Aircraft operated by No. 661 Squadron RAF
| From | To | Aircraft | Variant |
|---|---|---|---|
| August 1943 | April 1944 | Taylorcraft Auster | III |
| March 1944 | October 1945 | Auster | IV |
| November 1944 | October 1945 | Auster | V |

Aircraft operated by No. 661 Squadron RAuxAF
| From | To | Aircraft | Variant |
|---|---|---|---|
| Jul 1949 | February 1950 | Auster | IV |
| May 1949 | October 1951 | Auster | V |
| May 1949 | February 1957 | Auster | AOP.6 |

==Surviving aircraft==
Three known 661 Squadron aircraft survive in airworthy condition.

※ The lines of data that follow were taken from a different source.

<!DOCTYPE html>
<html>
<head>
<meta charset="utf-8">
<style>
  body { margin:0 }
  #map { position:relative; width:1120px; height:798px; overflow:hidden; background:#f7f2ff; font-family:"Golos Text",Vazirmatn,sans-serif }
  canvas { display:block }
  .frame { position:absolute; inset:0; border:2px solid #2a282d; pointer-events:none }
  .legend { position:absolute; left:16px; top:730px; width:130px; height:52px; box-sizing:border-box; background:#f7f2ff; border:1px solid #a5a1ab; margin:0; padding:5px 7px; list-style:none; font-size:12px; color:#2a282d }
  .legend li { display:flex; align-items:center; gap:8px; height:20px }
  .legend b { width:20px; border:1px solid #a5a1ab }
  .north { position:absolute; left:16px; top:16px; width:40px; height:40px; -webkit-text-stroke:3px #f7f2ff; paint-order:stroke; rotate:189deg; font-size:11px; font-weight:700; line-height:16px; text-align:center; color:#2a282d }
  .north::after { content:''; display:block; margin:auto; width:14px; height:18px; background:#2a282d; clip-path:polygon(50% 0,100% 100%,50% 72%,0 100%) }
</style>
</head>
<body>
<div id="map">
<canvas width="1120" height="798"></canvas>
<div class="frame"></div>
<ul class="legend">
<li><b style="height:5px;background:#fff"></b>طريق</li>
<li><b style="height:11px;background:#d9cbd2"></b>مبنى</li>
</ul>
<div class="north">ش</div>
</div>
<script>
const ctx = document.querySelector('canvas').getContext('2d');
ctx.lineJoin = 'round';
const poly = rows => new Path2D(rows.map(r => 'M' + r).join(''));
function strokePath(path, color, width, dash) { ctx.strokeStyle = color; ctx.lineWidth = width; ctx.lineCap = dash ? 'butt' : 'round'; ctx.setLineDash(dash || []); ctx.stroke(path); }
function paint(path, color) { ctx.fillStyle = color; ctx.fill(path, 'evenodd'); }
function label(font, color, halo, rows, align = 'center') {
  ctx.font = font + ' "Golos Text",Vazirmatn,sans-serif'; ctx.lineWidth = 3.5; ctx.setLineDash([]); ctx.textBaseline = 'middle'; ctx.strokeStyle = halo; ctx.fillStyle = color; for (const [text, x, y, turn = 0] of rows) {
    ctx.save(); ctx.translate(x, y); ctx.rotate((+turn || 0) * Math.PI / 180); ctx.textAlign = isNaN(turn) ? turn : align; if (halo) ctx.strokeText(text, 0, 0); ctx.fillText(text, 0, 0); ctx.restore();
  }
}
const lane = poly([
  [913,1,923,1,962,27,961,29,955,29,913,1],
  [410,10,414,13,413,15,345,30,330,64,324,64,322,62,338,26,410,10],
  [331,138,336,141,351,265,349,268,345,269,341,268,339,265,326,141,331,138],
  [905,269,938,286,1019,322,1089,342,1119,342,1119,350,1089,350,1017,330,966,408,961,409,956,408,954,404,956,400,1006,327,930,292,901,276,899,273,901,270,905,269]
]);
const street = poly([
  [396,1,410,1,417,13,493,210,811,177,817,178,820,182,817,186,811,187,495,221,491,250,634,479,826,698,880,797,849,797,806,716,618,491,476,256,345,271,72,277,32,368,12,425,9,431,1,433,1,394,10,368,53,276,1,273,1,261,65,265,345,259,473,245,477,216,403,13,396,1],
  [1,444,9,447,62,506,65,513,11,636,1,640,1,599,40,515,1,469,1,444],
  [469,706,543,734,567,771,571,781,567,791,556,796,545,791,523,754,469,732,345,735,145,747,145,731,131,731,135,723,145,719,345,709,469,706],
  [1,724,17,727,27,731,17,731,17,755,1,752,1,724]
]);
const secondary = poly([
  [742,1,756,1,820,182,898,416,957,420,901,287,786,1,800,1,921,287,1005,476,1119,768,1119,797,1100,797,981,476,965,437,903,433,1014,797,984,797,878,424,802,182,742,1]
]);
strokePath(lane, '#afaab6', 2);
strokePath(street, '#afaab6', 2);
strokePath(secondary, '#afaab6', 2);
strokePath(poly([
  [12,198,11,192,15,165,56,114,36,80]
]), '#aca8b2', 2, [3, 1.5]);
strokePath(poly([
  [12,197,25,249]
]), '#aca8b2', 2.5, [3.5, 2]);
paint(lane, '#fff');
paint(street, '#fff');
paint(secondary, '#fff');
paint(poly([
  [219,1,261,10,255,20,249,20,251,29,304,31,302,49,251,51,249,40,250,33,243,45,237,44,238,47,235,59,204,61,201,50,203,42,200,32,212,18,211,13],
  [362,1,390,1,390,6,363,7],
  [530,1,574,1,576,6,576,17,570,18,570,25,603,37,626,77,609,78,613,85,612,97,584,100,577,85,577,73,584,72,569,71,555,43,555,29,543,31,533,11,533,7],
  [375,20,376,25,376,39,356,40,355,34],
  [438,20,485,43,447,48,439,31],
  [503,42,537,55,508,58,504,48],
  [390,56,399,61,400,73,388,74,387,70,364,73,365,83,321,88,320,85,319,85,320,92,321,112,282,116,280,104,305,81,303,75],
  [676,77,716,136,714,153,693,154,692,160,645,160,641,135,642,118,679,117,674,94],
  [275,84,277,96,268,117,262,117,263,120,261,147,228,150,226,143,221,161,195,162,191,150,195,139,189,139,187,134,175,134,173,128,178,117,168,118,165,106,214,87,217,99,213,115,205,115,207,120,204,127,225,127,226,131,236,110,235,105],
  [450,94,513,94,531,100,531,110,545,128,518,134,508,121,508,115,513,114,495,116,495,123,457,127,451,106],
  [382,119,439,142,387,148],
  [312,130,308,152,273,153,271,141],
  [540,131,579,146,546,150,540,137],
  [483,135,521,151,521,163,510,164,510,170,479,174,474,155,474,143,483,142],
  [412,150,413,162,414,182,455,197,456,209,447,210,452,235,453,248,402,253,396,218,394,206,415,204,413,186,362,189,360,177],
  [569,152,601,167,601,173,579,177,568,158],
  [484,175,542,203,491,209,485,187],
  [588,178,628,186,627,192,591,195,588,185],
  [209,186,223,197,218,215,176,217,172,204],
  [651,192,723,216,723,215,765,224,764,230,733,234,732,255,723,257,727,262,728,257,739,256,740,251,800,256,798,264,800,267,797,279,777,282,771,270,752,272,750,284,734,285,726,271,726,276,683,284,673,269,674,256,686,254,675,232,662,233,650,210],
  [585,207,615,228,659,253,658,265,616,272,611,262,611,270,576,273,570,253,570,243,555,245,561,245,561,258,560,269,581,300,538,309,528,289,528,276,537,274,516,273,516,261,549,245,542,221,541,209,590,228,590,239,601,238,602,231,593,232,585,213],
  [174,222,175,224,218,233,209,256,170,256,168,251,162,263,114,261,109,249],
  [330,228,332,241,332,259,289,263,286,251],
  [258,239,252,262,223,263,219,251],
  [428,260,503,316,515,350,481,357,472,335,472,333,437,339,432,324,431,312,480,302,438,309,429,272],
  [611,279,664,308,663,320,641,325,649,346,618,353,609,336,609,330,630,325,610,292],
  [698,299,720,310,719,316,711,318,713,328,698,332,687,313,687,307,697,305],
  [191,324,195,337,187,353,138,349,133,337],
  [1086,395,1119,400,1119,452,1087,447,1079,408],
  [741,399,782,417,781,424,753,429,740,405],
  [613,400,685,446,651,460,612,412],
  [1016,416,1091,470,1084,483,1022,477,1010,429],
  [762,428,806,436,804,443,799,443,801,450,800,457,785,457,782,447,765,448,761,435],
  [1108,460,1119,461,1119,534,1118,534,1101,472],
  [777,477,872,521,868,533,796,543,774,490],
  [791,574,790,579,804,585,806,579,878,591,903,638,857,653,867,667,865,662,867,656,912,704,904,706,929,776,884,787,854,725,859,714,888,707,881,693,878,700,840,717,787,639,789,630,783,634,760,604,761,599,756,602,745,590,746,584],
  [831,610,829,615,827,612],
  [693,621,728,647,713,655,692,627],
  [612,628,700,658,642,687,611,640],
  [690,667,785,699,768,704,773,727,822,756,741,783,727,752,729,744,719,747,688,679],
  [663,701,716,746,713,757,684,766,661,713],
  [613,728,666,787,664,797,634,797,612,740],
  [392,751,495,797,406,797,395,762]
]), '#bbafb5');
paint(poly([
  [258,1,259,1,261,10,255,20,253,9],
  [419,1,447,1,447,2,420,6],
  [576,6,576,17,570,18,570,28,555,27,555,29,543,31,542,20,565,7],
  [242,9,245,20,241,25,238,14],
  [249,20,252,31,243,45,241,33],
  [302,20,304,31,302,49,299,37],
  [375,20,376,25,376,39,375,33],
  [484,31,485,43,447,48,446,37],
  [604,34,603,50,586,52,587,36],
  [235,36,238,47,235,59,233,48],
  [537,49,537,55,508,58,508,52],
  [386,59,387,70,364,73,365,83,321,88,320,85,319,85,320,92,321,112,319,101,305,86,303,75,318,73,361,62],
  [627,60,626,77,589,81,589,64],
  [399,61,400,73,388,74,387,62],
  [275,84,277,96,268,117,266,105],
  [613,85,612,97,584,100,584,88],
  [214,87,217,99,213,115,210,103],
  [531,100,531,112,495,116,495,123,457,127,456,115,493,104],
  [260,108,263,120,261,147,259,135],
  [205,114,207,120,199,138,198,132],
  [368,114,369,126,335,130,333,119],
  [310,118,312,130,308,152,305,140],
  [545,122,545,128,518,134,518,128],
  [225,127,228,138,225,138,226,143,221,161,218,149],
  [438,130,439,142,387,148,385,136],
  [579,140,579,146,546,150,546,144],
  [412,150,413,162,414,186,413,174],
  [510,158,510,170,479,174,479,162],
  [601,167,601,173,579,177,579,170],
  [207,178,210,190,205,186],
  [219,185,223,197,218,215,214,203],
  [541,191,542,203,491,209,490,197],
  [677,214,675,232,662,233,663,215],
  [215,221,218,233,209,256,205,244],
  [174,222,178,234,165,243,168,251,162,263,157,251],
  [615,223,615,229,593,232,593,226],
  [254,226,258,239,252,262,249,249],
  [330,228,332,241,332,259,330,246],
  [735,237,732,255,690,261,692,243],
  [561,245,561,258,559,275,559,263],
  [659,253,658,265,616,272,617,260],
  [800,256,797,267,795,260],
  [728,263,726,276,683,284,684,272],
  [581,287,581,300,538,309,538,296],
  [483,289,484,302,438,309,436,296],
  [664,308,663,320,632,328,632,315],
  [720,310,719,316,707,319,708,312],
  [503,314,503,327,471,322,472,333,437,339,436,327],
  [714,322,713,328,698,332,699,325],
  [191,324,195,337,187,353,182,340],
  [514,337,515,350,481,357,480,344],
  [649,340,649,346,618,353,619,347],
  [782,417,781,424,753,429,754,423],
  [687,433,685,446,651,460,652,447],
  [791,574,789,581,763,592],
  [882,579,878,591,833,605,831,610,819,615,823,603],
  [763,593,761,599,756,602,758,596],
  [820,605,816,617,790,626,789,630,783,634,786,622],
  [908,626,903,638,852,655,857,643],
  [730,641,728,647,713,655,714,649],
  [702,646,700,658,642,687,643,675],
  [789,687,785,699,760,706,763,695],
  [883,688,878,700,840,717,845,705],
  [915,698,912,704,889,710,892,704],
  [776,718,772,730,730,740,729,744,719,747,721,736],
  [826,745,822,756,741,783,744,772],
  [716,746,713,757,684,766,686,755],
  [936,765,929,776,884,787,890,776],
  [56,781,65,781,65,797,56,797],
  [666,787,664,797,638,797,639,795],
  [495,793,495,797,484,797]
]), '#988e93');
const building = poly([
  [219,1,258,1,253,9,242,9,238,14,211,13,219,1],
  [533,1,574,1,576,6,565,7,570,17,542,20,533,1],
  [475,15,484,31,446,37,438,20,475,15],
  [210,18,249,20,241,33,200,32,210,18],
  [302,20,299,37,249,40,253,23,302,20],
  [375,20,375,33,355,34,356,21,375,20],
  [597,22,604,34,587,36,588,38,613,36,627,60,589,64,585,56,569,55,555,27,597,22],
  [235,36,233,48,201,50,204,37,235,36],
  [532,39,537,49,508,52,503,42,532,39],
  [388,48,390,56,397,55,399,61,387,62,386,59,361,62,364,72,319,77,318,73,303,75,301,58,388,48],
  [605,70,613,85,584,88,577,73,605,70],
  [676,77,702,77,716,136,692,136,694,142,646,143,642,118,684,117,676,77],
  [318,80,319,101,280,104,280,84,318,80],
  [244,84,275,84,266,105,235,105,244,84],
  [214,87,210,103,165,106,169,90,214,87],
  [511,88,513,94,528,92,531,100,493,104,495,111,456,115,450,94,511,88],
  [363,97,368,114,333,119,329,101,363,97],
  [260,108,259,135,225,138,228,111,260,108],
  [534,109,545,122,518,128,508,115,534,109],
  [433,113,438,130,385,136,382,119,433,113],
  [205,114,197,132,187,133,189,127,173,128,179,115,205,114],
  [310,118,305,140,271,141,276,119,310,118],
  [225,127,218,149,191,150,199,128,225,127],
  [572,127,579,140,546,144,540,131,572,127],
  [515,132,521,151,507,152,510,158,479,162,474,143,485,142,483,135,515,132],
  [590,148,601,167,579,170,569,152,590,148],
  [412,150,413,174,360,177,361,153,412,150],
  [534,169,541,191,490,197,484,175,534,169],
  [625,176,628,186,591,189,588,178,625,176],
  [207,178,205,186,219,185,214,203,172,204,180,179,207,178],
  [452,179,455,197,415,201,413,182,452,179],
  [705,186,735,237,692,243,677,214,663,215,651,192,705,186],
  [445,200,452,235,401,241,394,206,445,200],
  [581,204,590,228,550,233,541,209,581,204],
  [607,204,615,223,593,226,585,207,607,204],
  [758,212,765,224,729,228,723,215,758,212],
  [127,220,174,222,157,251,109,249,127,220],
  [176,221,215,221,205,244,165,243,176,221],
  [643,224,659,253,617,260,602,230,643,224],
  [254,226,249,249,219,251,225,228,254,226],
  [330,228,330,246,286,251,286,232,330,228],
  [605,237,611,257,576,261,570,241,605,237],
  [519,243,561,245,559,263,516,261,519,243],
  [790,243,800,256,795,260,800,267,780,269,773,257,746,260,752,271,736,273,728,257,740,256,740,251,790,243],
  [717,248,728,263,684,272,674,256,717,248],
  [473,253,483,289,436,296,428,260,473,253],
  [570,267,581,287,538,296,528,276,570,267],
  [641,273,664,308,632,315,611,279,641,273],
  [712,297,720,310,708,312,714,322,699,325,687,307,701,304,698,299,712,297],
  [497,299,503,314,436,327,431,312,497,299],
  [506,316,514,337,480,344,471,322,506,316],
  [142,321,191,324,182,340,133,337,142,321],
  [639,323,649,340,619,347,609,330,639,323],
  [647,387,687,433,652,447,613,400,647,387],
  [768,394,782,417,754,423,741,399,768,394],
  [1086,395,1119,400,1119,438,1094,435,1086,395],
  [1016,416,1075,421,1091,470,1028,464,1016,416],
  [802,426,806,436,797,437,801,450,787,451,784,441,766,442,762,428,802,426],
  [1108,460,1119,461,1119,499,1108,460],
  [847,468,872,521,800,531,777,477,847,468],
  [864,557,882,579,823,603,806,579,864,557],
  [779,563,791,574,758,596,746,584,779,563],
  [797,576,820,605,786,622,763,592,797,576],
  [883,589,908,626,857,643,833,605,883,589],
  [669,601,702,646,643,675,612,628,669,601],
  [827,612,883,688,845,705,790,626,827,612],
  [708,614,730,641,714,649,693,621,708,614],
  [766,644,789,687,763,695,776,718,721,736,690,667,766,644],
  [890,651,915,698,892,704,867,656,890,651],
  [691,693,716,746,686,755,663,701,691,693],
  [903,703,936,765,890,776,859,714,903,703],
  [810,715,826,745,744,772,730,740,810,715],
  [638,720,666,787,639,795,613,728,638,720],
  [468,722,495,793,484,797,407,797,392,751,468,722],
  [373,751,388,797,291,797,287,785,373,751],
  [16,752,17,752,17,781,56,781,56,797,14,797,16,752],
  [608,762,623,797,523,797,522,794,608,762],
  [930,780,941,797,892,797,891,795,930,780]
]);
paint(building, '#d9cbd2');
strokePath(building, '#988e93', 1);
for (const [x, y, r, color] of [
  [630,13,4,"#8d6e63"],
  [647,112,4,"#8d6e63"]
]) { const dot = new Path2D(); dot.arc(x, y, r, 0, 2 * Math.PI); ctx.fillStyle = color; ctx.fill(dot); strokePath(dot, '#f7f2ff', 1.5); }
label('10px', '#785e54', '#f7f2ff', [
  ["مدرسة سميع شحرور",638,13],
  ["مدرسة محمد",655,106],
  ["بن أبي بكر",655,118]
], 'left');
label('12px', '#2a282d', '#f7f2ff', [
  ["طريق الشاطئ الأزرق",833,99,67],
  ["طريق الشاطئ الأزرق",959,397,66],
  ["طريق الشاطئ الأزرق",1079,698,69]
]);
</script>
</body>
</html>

| Serial | Geographic location | Institutional location | History | Photo |
|---|---|---|---|---|
| NJ695 | Lee on the Solent, Hampshire, UK | The Historic Aircraft Hangar, "Bellman 4", Solent Airport, EGHF | Auster Mk.IV, built in 1943 and deployed to France in July 1944. It was operated by 661 squadron in Europe until the squadron was disbanded. Demobbed and civilianised by Taylorcraft England, it was sold to a flying school in East Anglia in 1948, then to a French parachuting club in 1958, before returning to the UK in 1973. Currently in flyable condition, restoration to full airworthiness is planned to be completed in 2024. | NJ695 |
| TW384 | Rakovník, Czechia | Rakovnik Airport, LKRK | Auster Mk.V, C/N 1753, To 20 MU Aston Down 31.8.45. To CS(A) at A&AEE, Boscombe Down 12.9.46 (to replace TW513 for photography of smokescreens & communications duties). To 20 MU Aston Down 13.7.48. To 1960 Flt/661 Squadron, Kenley 19.5.49; coded ‘RCE-D’. To 19 MU St Athan 20.9.51. Sold 1953. Operated by Channel Airways from 1954 to 1974 as G-ANHZ. Sold to Switzerland in 1995 as HB-EZJ and fully restored in Switzerland to original condition. Since 2022 OK-BTA, privately owned by Jiri Hruska. |  |
| MS980 | Niederöblarn, Austria | Niederöblarn Airport | Auster MK.V built in February 1944 as MS980, issued to 661 Squadron "C Flight" on 15.06.1944; Transferred to 652 Squadron on 12.4.1945, released to 663 Squadron Royal Auxiliary Air Force on 11.8.1949; Put in storage surplus 3.3.1954; civilized as G-ANGW and sold to the Austrian Flying Club "Fliegerclub Wien Aspern" registered since then in Austria as OE-AAT. Was sold to Fliegerclub Fürstenfeld in 1964, removed from flying in 1984 and put in long term storage until 2004. Now restored to original authentic RAF WWII D Day factory config including camouflage between 2006-2012 by Erich and Matthias Lemmerer; Aircraft based in Austria; | MS980 OE-AAT |

===Army Air Corps===

The squadron was reformed from the original RAF squadron on 1 November 1978 while in Germany.